Taxpayer-backed Lloyds Banking Group has become the latest bank to announce a hit to its financial performance due to compensation payouts for mis-sold payment protection insurance (PPI).
The UK's largest bank recorded a loss in the first half of the year after it set aside £3.2 billion to pay mis-selling victims.
Lloyds, which is 41% state-owned, reported a £3.3 billion pre-tax loss in the six months to June, compared to an overall £1.3 billion profit for the same period last year.
Stripping out the PPI provision, the bank saw underlying profits plunge 31% to £1.1 billion as it struggled with the "subdued" economic climate.

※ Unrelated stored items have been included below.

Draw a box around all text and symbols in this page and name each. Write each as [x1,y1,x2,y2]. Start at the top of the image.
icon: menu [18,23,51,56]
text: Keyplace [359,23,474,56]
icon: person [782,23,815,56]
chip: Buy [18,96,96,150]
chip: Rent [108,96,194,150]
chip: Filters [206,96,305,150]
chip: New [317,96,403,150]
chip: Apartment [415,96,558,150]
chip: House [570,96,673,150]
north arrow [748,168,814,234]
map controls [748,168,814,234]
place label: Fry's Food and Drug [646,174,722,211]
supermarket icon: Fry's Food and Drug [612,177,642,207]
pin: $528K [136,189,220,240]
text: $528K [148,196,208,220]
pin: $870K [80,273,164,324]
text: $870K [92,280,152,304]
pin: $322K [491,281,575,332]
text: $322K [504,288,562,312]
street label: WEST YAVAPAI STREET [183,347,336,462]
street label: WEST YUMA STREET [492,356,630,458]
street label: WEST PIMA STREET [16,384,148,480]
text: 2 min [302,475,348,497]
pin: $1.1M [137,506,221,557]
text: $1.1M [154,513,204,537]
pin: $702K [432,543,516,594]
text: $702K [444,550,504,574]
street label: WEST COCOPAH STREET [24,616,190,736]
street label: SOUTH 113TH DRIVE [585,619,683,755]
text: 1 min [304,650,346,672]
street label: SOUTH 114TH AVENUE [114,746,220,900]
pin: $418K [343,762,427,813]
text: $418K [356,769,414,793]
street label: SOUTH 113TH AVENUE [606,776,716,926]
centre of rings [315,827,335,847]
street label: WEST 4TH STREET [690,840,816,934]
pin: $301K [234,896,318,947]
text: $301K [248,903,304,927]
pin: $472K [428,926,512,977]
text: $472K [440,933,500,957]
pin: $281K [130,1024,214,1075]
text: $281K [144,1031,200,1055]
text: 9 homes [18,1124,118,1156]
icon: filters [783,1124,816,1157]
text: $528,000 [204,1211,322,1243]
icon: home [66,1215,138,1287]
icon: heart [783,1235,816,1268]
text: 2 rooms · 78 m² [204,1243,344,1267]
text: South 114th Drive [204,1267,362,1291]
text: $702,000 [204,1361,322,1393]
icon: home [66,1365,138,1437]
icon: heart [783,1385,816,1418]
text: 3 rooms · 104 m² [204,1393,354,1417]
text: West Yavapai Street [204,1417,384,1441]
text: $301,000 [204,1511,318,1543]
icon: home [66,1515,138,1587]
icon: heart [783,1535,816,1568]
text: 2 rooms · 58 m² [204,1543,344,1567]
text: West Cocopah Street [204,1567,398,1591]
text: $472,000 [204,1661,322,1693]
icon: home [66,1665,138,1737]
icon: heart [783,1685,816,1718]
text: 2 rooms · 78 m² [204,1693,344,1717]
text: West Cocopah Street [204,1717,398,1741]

The hit comes after the High Court decided that new rules on the mis-selling of PPI could be applied retrospectively, after which the British Bankers' Association pulled an appeal against the decision.
The result means banks must contact those they believe may have been mis-sold in the past.
Barclays reported a 33% drop in half-year profits earlier this week to £2.6 billion after it took a £1 billion hit to cover PPI compensation (see the Barclays hit MSE News story).
Santander revealed PPI mis-selling had cost it £540 million last week, taking its profits after tax and the PPI charge to £300 million (see the Santander £540 million MSE News story).
Meanwhile, Lloyds says it had 24% fewer complaints from dissatisfied customers in the first half of the year.
It received 147,600, compared to 193,799 during the same period last year. This is against a target of a 20% reduction.
Over the period, the group's banking complaints fell from 2.4 complaints per 1,000 accounts to 1.7.